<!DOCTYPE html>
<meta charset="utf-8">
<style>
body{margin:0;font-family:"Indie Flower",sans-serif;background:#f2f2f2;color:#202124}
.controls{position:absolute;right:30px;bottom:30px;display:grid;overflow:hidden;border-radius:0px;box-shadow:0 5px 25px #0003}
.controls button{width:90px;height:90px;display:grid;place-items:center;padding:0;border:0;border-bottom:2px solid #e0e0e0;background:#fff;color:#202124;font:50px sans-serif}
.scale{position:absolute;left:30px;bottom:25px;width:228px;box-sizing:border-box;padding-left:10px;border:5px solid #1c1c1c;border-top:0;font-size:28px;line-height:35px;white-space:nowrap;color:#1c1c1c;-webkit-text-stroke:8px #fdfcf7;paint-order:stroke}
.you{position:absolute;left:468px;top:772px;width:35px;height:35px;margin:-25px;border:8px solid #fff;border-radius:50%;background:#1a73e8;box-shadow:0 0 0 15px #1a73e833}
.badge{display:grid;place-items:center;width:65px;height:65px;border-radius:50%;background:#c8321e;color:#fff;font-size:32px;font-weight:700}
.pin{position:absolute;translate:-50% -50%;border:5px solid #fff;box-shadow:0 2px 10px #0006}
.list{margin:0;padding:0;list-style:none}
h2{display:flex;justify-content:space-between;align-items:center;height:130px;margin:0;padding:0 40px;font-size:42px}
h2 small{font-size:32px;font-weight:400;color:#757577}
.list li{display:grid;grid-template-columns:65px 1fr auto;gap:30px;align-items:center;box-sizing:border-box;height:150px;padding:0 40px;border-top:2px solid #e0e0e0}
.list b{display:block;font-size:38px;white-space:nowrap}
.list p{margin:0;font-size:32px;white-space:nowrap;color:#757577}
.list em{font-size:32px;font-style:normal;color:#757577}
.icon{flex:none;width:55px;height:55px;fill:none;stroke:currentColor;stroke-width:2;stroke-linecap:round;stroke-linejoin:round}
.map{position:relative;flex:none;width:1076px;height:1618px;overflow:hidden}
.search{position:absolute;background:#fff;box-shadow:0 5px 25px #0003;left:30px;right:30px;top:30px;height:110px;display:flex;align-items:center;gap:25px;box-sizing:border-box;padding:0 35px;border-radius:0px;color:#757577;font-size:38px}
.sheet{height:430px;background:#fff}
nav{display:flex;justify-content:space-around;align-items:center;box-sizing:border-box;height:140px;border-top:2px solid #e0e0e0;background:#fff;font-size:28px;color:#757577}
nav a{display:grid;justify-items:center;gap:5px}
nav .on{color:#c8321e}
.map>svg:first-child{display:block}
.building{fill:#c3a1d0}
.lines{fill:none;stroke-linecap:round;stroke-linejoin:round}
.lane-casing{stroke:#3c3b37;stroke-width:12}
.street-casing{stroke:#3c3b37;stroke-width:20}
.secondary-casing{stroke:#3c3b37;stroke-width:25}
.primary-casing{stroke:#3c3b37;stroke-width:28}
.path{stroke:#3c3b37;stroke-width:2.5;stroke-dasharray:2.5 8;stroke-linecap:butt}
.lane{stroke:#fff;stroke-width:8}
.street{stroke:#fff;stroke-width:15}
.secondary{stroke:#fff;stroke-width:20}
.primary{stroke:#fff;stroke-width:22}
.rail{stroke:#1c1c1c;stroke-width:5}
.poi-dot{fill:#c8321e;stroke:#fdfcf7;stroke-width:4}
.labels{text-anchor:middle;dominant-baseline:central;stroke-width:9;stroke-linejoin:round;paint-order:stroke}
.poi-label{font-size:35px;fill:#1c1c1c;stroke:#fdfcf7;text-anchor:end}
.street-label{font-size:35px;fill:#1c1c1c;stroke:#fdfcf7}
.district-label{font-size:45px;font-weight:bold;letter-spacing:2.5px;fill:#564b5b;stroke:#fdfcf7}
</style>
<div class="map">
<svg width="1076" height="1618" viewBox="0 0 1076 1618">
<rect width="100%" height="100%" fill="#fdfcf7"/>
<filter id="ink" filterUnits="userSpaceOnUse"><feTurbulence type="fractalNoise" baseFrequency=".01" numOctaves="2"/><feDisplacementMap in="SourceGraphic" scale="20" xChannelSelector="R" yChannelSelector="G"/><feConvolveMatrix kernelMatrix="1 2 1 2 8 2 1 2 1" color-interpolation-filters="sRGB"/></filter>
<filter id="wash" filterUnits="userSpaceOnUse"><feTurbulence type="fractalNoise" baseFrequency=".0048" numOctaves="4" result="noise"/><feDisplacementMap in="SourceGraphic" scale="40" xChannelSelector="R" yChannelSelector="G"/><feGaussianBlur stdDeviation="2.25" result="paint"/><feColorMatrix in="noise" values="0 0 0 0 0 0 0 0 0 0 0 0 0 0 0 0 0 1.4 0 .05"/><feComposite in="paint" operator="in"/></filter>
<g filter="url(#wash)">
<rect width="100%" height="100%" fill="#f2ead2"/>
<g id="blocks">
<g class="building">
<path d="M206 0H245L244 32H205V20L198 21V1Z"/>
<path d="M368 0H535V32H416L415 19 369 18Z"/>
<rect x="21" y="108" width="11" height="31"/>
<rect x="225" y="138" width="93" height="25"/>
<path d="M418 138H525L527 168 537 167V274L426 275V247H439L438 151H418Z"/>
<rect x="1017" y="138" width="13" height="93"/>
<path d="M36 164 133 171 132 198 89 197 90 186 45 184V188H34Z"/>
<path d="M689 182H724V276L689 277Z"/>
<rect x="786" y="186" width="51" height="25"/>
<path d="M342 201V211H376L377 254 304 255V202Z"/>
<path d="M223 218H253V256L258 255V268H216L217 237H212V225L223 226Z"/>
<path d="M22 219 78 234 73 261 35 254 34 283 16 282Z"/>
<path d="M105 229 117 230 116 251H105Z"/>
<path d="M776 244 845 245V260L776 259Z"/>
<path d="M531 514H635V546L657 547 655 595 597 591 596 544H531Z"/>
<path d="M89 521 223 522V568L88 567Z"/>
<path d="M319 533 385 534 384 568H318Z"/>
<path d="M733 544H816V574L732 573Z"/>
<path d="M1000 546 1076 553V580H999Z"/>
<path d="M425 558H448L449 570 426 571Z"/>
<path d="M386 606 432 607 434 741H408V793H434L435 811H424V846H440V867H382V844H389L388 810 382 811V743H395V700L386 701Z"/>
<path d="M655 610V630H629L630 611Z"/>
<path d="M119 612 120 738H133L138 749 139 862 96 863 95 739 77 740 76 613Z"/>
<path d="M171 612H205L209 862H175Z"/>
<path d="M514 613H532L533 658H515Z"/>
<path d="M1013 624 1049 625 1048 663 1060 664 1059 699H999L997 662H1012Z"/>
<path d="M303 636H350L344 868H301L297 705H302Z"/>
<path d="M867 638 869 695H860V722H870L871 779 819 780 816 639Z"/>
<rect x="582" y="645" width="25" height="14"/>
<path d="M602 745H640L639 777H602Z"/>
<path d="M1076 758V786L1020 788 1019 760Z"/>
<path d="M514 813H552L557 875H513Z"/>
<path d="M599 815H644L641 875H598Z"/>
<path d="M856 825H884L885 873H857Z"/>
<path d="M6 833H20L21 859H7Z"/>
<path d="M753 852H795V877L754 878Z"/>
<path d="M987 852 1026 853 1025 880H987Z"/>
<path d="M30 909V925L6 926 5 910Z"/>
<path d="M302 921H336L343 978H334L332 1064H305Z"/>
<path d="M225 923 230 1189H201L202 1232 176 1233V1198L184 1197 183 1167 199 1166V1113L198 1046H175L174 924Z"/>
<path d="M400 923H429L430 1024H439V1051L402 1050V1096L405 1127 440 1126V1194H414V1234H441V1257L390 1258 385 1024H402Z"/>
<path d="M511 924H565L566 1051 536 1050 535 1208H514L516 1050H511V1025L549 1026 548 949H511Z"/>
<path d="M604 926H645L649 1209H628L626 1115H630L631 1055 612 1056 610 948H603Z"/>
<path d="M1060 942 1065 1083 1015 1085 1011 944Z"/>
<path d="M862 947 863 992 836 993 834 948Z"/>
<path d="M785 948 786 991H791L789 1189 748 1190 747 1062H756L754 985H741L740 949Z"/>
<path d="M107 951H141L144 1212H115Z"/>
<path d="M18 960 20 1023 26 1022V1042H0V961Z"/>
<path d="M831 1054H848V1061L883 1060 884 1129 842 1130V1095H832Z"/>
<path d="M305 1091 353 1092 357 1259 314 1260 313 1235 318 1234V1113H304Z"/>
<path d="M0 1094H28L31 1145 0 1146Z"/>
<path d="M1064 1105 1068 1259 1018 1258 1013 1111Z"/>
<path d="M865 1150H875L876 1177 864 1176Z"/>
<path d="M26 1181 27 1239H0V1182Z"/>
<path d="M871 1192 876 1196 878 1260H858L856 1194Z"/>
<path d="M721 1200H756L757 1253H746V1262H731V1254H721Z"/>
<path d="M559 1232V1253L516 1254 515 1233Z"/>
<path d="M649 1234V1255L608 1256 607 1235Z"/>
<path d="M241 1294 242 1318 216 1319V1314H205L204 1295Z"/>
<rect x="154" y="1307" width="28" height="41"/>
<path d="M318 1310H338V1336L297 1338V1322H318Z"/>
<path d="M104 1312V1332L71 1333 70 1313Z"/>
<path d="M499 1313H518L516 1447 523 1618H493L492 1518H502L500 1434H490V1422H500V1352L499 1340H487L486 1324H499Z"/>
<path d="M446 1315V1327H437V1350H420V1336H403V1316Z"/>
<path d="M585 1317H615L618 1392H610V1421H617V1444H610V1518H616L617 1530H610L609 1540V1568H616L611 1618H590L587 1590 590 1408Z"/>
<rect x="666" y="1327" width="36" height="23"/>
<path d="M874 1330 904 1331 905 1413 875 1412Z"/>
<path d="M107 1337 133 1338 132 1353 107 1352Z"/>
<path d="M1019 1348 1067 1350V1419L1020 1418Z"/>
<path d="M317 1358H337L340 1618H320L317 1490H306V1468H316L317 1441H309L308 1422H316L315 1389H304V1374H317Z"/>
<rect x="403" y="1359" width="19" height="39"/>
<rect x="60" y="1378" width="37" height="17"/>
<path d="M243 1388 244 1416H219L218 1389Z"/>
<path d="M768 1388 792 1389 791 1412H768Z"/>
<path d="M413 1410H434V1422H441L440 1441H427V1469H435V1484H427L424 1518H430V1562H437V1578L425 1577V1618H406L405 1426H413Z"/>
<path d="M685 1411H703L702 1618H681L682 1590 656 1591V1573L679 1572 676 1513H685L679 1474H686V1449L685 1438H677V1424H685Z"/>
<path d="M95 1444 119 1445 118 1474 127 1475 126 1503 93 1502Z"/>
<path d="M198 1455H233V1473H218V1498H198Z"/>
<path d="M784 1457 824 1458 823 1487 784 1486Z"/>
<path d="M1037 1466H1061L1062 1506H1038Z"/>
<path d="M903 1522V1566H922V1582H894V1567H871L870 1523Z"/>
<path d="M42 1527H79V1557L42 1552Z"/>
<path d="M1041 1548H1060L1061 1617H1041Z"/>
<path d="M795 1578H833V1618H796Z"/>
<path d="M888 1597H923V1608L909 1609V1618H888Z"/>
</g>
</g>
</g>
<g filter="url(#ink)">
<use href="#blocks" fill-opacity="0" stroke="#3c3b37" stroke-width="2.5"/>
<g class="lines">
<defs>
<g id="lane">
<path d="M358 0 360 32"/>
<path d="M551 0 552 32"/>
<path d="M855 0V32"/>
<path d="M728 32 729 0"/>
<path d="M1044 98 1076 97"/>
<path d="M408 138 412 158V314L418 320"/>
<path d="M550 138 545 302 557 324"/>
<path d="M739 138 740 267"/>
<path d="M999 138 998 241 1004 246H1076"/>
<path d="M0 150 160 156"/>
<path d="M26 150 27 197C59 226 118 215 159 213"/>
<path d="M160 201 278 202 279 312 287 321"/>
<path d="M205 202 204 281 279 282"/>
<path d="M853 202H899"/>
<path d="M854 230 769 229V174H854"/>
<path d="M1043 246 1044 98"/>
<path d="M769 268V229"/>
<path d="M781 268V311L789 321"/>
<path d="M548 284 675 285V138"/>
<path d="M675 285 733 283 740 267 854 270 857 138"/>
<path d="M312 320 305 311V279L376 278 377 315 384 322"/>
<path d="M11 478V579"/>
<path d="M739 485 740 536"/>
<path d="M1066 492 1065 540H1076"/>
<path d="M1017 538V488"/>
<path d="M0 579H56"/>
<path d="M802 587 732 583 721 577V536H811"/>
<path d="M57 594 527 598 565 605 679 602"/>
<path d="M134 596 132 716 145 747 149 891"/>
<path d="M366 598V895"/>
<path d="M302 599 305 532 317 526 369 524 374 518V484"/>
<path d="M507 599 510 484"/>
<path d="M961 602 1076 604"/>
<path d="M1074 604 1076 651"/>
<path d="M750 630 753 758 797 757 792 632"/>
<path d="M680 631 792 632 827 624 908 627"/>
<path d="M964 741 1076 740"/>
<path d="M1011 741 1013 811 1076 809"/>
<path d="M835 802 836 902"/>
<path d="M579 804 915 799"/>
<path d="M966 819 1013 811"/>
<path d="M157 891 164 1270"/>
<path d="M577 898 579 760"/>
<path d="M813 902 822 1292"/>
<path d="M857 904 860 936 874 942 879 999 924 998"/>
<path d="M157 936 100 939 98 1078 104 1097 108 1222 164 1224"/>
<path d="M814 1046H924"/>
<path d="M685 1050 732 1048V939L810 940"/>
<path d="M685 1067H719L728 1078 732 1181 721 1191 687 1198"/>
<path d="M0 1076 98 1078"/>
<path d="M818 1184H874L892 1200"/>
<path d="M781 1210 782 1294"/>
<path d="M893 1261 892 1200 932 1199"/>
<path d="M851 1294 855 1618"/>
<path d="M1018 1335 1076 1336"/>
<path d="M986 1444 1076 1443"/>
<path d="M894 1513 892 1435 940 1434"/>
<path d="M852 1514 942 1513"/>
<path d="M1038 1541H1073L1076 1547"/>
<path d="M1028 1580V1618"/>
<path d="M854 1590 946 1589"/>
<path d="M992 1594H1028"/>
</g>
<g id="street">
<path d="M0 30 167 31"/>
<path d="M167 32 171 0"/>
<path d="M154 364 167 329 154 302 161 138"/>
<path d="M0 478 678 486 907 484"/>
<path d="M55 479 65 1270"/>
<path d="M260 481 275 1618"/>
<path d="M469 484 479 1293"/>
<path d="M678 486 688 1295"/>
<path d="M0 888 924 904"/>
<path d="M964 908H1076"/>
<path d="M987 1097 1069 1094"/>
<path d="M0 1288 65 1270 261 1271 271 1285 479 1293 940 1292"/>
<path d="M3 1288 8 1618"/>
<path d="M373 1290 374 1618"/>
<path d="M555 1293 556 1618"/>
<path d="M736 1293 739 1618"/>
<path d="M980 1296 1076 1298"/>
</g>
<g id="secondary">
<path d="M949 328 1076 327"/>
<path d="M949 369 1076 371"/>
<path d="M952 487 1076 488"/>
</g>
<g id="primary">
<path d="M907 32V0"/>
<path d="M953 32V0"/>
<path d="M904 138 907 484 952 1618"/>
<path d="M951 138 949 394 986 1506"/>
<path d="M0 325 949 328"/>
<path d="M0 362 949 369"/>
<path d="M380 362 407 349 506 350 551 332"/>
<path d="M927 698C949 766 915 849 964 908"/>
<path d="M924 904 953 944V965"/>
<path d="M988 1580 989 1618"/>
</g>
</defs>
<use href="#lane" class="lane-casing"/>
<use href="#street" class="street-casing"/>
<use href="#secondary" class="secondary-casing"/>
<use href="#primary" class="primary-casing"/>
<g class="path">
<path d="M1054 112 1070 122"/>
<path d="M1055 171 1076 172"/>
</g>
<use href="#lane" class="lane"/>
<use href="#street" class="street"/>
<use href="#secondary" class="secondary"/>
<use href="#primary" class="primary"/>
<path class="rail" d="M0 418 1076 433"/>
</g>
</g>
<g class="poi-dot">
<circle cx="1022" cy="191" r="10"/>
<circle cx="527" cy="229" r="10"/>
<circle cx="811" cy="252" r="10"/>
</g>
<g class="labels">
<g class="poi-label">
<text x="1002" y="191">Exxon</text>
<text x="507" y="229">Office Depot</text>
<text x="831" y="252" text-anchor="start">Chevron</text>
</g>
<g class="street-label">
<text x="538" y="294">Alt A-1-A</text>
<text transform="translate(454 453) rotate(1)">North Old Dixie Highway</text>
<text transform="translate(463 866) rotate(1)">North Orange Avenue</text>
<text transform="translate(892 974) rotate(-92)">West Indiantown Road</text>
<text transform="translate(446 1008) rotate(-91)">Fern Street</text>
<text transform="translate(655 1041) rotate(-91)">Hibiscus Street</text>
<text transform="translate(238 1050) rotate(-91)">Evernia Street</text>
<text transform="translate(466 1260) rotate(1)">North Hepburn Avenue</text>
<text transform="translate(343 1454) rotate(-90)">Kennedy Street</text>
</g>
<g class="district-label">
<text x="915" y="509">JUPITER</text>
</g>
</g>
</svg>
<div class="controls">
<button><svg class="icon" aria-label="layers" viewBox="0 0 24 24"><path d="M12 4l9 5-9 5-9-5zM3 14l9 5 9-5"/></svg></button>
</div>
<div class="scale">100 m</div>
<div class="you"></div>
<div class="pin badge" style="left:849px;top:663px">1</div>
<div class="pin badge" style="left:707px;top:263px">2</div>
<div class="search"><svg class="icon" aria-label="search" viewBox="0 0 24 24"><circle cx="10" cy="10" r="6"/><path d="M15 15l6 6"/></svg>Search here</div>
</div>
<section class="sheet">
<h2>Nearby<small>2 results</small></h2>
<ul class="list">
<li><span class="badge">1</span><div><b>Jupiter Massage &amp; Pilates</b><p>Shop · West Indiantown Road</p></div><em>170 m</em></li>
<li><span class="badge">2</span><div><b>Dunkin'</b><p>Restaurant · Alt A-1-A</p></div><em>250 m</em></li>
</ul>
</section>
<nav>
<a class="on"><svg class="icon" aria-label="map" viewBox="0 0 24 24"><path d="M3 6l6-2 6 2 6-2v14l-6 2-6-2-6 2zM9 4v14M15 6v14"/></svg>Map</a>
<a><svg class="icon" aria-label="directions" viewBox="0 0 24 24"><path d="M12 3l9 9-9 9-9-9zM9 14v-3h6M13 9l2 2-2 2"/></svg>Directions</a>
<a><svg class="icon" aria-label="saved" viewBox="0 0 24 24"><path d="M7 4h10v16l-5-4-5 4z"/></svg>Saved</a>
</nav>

----

**What is expected**
All lines from the one that contains "<h2>Nearby<small>2 results</small></h2>" through the end of the material are to be quoted exactly, with both ends included.

**Task output**
<h2>Nearby<small>2 results</small></h2>
<ul class="list">
<li><span class="badge">1</span><div><b>Jupiter Massage &amp; Pilates</b><p>Shop · West Indiantown Road</p></div><em>170 m</em></li>
<li><span class="badge">2</span><div><b>Dunkin'</b><p>Restaurant · Alt A-1-A</p></div><em>250 m</em></li>
</ul>
</section>
<nav>
<a class="on"><svg class="icon" aria-label="map" viewBox="0 0 24 24"><path d="M3 6l6-2 6 2 6-2v14l-6 2-6-2-6 2zM9 4v14M15 6v14"/></svg>Map</a>
<a><svg class="icon" aria-label="directions" viewBox="0 0 24 24"><path d="M12 3l9 9-9 9-9-9zM9 14v-3h6M13 9l2 2-2 2"/></svg>Directions</a>
<a><svg class="icon" aria-label="saved" viewBox="0 0 24 24"><path d="M7 4h10v16l-5-4-5 4z"/></svg>Saved</a>
</nav>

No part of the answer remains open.